La ira del pueblo se suele cebar con la Iglesia, no ataca a otras instituciones, no afecta a otros posibles destinatarios de ese rencor. Por ejemplo, en la Semana Trágica de Barcelona de 1909, el motivo del levantamiento popular fue la guerra de Marruecos y el reclutamiento forzoso. Pero no se atacaron los cuarteles, no se atacó al ejército, ni siquiera a los edificios públicos (el Gobierno Civil, por ejemplo). Tampoco se atacaron las casas de los burgueses y ricos. Ni se incendiaron y destruyeron fábricas.
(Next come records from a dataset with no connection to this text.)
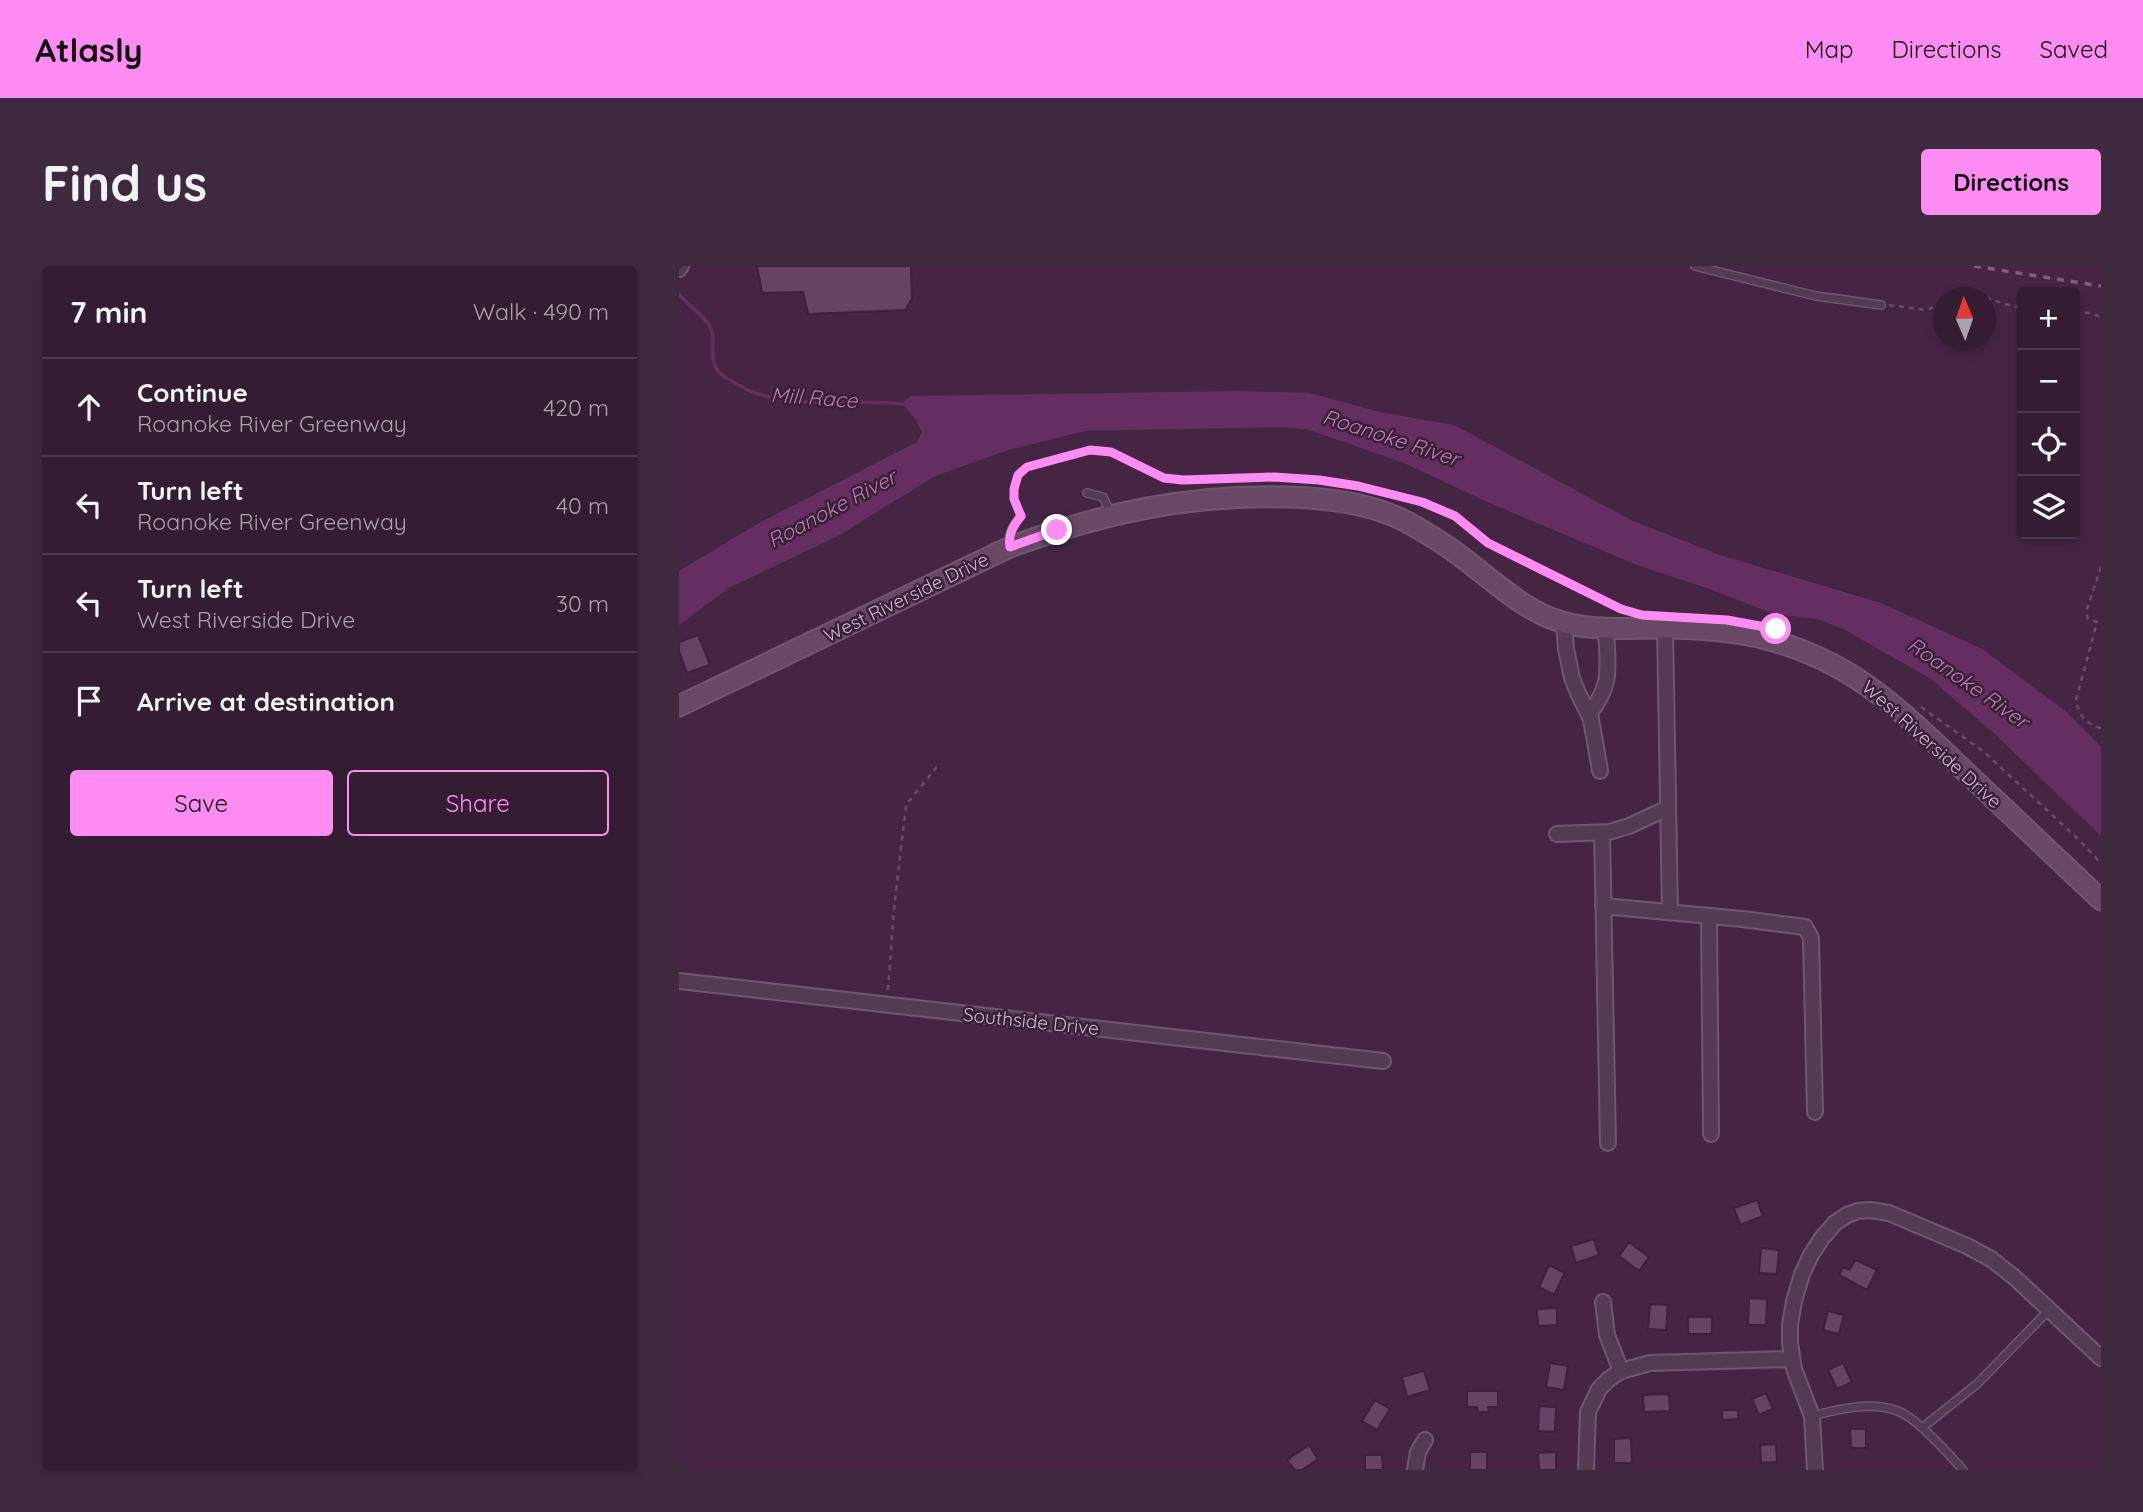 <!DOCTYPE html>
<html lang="en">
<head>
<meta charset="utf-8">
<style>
  :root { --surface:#341c33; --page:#3f293f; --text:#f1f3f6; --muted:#a9a1ac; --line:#4e3a4e; --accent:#ff8cf3 }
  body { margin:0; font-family:Quicksand,sans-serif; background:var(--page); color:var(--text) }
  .controls { position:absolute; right:21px; top:21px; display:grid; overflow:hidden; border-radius:7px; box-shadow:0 4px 10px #0003 }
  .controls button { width:63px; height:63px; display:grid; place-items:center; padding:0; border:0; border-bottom:2px solid var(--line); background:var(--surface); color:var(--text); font:35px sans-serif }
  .compass { position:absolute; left:1254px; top:21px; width:63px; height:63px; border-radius:50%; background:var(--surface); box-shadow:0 4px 10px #0003; rotate:358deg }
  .stop { position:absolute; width:21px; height:21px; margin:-16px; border:5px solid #ff8cf3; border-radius:50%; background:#fff }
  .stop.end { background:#ff8cf3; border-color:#fff; box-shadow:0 2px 7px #0008 }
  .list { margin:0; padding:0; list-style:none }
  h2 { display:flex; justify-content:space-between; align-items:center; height:91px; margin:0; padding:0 28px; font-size:30px }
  h2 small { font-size:23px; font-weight:400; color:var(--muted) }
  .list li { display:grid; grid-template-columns:46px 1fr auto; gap:21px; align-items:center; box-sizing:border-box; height:98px; padding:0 28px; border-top:2px solid var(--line) }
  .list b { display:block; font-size:26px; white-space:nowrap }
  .list p { margin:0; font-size:23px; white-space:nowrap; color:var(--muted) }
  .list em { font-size:23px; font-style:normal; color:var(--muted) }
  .actions { display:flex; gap:14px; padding:21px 28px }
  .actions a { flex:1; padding:16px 0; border:2px solid var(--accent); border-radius:7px; text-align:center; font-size:24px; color:var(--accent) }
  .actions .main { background:var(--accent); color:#111 }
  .icon { flex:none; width:38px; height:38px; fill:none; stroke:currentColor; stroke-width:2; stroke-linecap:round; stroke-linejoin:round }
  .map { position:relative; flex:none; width:1422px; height:1204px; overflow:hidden; border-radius:7px }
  header { display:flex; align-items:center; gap:42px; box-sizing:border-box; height:98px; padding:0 35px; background:var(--accent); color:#111 }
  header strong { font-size:33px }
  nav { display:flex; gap:38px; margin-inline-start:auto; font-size:24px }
  .intro { display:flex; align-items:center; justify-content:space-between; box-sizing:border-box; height:168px; padding:0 42px }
  h1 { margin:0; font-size:49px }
  .button { padding:18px 32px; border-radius:7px; background:var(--accent); color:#111; font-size:24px; font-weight:700 }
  main { display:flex; gap:42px; padding:0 42px }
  aside { flex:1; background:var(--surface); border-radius:7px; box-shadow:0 4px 10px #0003 }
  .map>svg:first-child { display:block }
</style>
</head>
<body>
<header>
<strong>Atlasly</strong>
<nav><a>Map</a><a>Directions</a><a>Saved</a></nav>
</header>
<div class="intro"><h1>Find us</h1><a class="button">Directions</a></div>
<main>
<aside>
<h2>7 min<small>Walk · 490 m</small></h2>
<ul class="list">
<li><svg class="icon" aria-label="ahead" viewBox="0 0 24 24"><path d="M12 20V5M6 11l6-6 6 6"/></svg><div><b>Continue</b><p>Roanoke River Greenway</p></div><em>420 m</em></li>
<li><svg class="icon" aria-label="left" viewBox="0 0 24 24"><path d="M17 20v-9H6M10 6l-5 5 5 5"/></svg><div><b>Turn left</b><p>Roanoke River Greenway</p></div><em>40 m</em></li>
<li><svg class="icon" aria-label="left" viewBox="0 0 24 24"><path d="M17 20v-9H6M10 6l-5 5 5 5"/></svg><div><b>Turn left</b><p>West Riverside Drive</p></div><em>30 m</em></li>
<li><svg class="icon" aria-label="arrive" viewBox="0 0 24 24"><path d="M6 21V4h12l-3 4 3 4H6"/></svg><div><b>Arrive at destination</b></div></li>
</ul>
<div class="actions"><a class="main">Save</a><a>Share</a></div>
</aside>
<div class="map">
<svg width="1422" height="1204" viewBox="0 0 1422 1204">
  <rect width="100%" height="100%" fill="#462544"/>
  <path fill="#642f60" d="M562,125L630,127L701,146L775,159L954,255L1041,289L1202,337L1303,383L1385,444L1422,481V570L1317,469L1252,413L1164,363L1139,353L1095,348L1028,322L958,299L813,238L725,197L630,164L605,161L406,165L329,184L256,210L159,270L50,322L0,359V305L78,258L238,176L243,166L237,154L223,137L232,130Z"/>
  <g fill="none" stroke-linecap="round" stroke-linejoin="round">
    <path stroke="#642f60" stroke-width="3.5" d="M0,28C9,39 23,48 30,59C39,74 28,91 39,105C43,110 50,114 56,117C105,148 170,131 224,138"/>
  </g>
  <path fill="#664264" stroke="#3d203b" stroke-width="2" d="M78,0H232L233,33L226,44L129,48L124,26L83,27Z
    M19,369L31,399L8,407L0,385V376Z
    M1078,934L1084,950L1061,959L1055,942Z
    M915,973L920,989L897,997L892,980Z
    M950,976L970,991L960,1005L940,990Z
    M1082,982L1100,984L1098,1008L1080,1007Z
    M1177,994L1198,1004L1188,1024L1160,1009L1164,1001L1170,1004Z
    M870,999L886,1007L875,1029L860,1021Z
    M1070,1032L1088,1033L1087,1059H1069Z
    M971,1038L989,1039L987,1064L969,1063Z
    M878,1042V1059L859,1060L858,1043Z
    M1149,1045L1165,1049L1160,1068L1144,1064Z
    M1009,1051H1033V1068H1009Z
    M871,1097L889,1100L885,1124L867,1121Z
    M1164,1097L1173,1116L1158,1123L1149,1104Z
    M745,1105L751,1124L728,1131L723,1111Z
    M788,1125H819V1141H809L810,1146H799L798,1141H788Z
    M1087,1127L1094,1143L1080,1149L1073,1133Z
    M990,1128L991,1145L965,1146L964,1129Z
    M696,1134L711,1143L698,1164L683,1155Z
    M860,1140L877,1141L876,1166L859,1165Z
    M1043,1144H1059V1153L1043,1154Z
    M1171,1163H1187V1182H1172Z
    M952,1172L953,1197H935V1173Z
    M1097,1178L1098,1196L1082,1197L1081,1179Z
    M630,1179L639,1193L623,1204H616L608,1194Z
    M791,1186H808V1204H791Z
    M877,1186V1204H860L859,1187Z
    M686,1189H703L704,1204H686Z"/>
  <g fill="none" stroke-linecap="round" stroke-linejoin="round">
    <defs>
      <path id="lane" d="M1016,0L1137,30L1202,39
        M408,227L424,231L432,248
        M331,280C329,267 334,260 342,250
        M1133,1150C1160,1143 1192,1135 1219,1145C1239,1153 1270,1188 1284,1204
        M1243,1162L1298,1118L1370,1044"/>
      <path id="street" d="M0,3L2,0
        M885,357L887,383L893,412L899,427L912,453L921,505
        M986,362L991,646
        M910,448C935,417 928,400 927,362
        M923,566L929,877
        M878,568L930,566L950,560L989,542
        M924,640L1063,653L1126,661L1132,672L1136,846
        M1030,650L1032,868
        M0,715L704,795
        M924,1036L928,1069L942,1105
        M736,1204L739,1186L746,1174
        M907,1204L909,1146L920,1123L930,1113L942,1105L971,1097L1113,1093
        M1136,1204L1133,1150L1115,1103L1111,1077V1059L1115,1035L1123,1008L1132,989L1143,972L1156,957L1168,949L1179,945L1191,944L1210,947L1288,980L1312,993L1335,1011L1422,1092"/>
      <path id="secondary" d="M0,440L331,281C424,247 510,228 609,231C649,232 692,237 728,256C746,266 764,277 780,289C810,311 837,338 871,352C906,366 945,362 981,362C1014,362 1047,364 1079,371C1175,393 1224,447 1292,511C1335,552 1379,593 1422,634"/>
    </defs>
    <use href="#lane" stroke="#70566e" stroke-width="10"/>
    <use href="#street" stroke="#70566e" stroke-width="18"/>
    <use href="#secondary" stroke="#70566e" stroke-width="23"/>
    <path stroke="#614f6b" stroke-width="2.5" stroke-dasharray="5 5" stroke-linecap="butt" d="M1283,32H1299
      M1307,32L1343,43
      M1210,39L1247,44L1265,37
      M1396,45L1410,47L1422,51
      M338,240L335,233V224L339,209L348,201L411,184L432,186L485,212L504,214L595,211L641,214L679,220L743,235L776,250L809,277L922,334L953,346
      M1422,301L1407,346L1409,353L1418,356L1397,434C1399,449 1408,459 1422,462
      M1242,441L1304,485L1398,572L1422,597
      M209,724L215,643L227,539L260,498"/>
    <use href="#lane" stroke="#553a53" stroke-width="7"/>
    <use href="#street" stroke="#553a53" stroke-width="14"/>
    <use href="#secondary" stroke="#694865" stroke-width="19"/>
    <path stroke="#7e5e7c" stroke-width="3.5" stroke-dasharray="7 7" stroke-linecap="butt" d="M1295,0L1422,20"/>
  </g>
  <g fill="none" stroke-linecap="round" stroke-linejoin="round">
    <path stroke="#ff8cf3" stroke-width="9" d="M378,264L331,281C329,268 334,260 342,250L335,233V223L339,209L348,201L411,184L432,186L485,212L504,214L595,211L640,214L679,220L743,236L776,250L809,277L942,343L963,349L1048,354L1097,363"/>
  </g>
  <g text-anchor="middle" stroke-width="5" stroke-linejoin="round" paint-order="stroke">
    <g font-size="19" fill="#ceb8cc" stroke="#3b1e39">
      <text transform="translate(227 331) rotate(-26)" y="7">West Riverside Drive</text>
      <text transform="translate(1253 478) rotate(42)" y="7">West Riverside Drive</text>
      <text transform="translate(352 755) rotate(6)" y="7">Southside Drive</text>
    </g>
    <g font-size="21" font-style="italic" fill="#b87cb4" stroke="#3b1e39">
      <text transform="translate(135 132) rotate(4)" y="7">Mill Race</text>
      <text transform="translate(712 172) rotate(18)" y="7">Roanoke River</text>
      <text transform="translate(153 243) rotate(-28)" y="7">Roanoke River</text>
      <text transform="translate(1289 417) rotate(35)" y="7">Roanoke River</text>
    </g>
  </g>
</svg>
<div class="controls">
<button>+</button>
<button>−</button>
<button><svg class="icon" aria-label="locate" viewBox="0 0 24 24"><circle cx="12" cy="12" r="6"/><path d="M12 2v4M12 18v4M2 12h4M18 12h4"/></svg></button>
<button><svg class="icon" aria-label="layers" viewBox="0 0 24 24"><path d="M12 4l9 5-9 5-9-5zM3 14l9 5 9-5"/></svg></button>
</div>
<svg class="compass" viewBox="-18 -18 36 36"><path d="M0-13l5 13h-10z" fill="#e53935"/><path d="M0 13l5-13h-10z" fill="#a9a1ac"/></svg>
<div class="stop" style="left:1097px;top:363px"></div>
<div class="stop end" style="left:378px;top:264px"></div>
</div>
</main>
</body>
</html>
Se acusó, como siempre, a los anarquistas y a los comunistas, pero lo cierto es que, generalmente, los burgueses pudieron dormir tranquilos mientras veían arder las iglesias. Y eso da que pensar. Y ya lo pensaron los mismos anarquistas y comunistas: «Excitar al proletario para que dirija su actividad y su energía contra los clericales antes que contra los patronos es el error más grande de que pueden ser víctimas los que aspiran a terminar con la explotación humana», declaró el fundador del PSOE, Pablo Iglesias, en 1902. Cuando se produce la oleada incendiaria de la Segunda República, el periódico La voz acusa a los monárquicos de ser los autores de estos incendios, para utilizarlos después como arma política y propagandística contra la República. Y sí, esto es lo que pasa siempre. Que unos acusan a los otros y los otros les devuelven la acusación, y nadie quiere ser el responsable.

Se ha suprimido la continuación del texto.